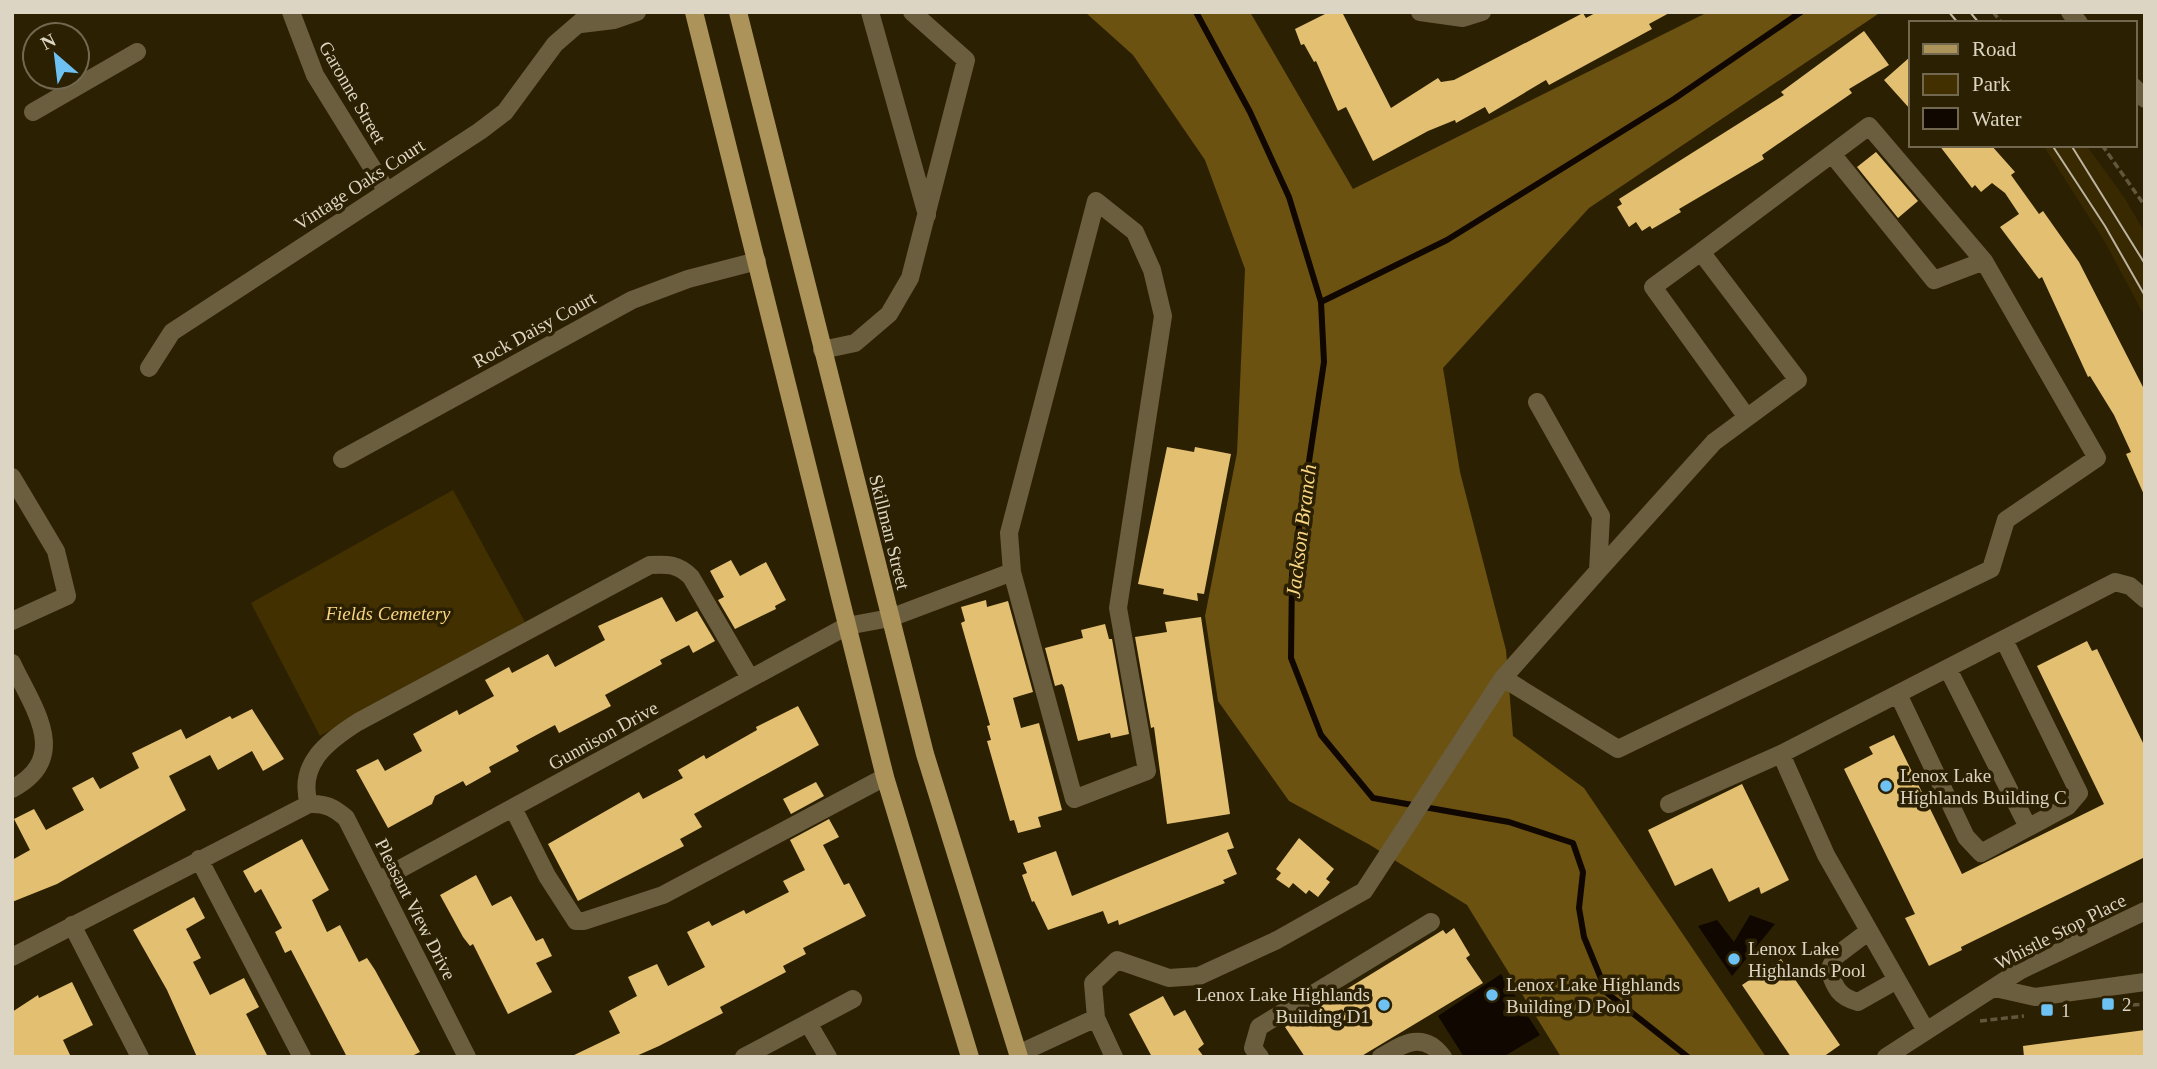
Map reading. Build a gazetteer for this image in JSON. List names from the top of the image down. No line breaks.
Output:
{"streets":{"main road":["Skillman Street"],"street":["Garonne Street","Vintage Oaks Court","Rock Daisy Court","Gunnison Drive","Pleasant View Drive","Whistle Stop Place"]},"crossings":[["Garonne Street","Vintage Oaks Court"],["Gunnison Drive","Pleasant View Drive"]],"water":["Jackson Branch"],"parks":["Fields Cemetery"],"places":{"other":["Lenox Lake Highlands Building C","Lenox Lake Highlands Pool","Lenox Lake Highlands Building D Pool","Lenox Lake Highlands Building D1"],"transit":["2","1"]},"legend":["Road","Park","Water"],"north":"top left"}
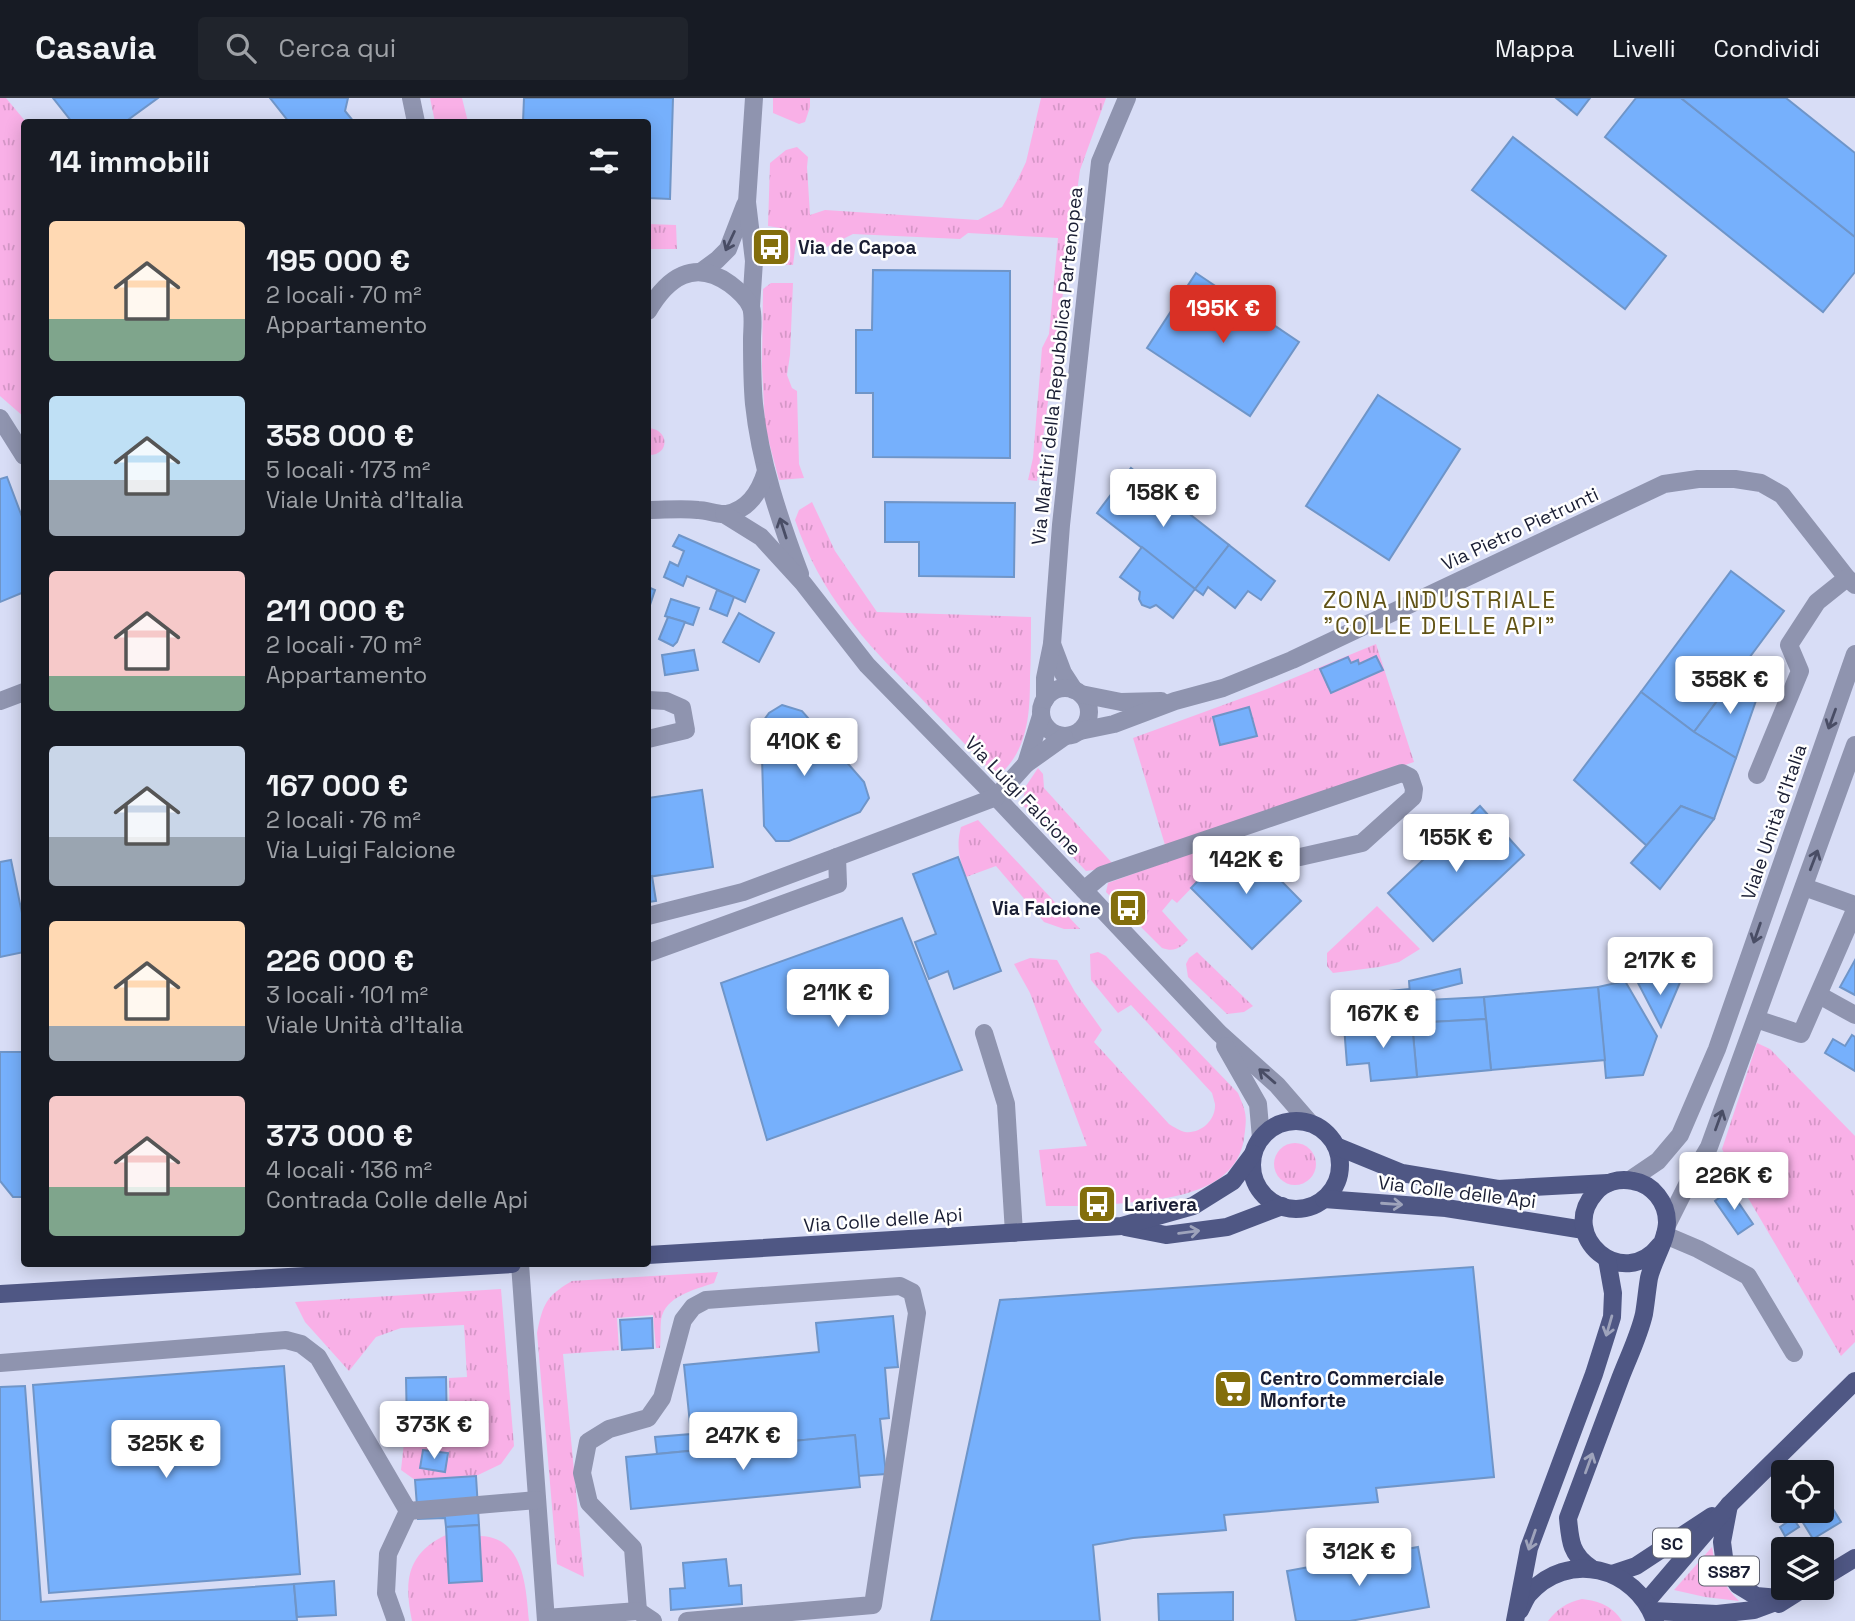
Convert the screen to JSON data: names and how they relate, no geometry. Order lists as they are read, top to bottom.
{
  "streets": {
    "main road": ["Via Colle delle Api", "SC", "SS87"],
    "street": [
      "Via Martiri della Repubblica Partenopea",
      "Via Pietro Pietrunti",
      "Via Luigi Falcione",
      "Viale Unità d'Italia"
    ]
  },
  "crossings": [
    ["Via Martiri della Repubblica Partenopea", "Via Pietro Pietrunti"],
    ["Via Pietro Pietrunti", "Via Luigi Falcione"],
    ["Via Luigi Falcione", "Via Colle delle Api"],
    ["Viale Unità d'Italia", "Via Colle delle Api"],
    ["SC", "SS87"]
  ],
  "districts": ["ZONA INDUSTRIALE \"COLLE DELLE API\""],
  "places": {
    "bus stop": ["Via de Capoa", "Via Falcione", "Larivera"],
    "supermarket": ["Centro Commerciale Monforte"]
  },
  "page": {
    "header": "Casavia",
    "search": "Cerca qui",
    "nav": ["Mappa", "Livelli", "Condividi"],
    "heading": "14 immobili",
    "list": [
      {
        "name": "195 000 €",
        "note": "2 locali · 70 m² · Appartamento"
      },
      {
        "name": "358 000 €",
        "note": "5 locali · 173 m² · Viale Unità d'Italia"
      },
      {
        "name": "211 000 €",
        "note": "2 locali · 70 m² · Appartamento"
      },
      {
        "name": "167 000 €",
        "note": "2 locali · 76 m² · Via Luigi Falcione"
      },
      {
        "name": "226 000 €",
        "note": "3 locali · 101 m² · Viale Unità d'Italia"
      },
      {
        "name": "373 000 €",
        "note": "4 locali · 136 m² · Contrada Colle delle Api"
      }
    ],
    "price": [
      "195K €",
      "158K €",
      "358K €",
      "410K €",
      "155K €",
      "142K €",
      "217K €",
      "211K €",
      "167K €",
      "226K €",
      "373K €",
      "247K €",
      "325K €",
      "312K €"
    ]
  }
}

◆ **Exercise**
Working through the records, copy each line in which the word "locali" appears.

◆ **Solution**
        "note": "2 locali · 70 m² · Appartamento"
        "note": "5 locali · 173 m² · Viale Unità d'Italia"
        "note": "2 locali · 70 m² · Appartamento"
        "note": "2 locali · 76 m² · Via Luigi Falcione"
        "note": "3 locali · 101 m² · Viale Unità d'Italia"
        "note": "4 locali · 136 m² · Contrada Colle delle Api"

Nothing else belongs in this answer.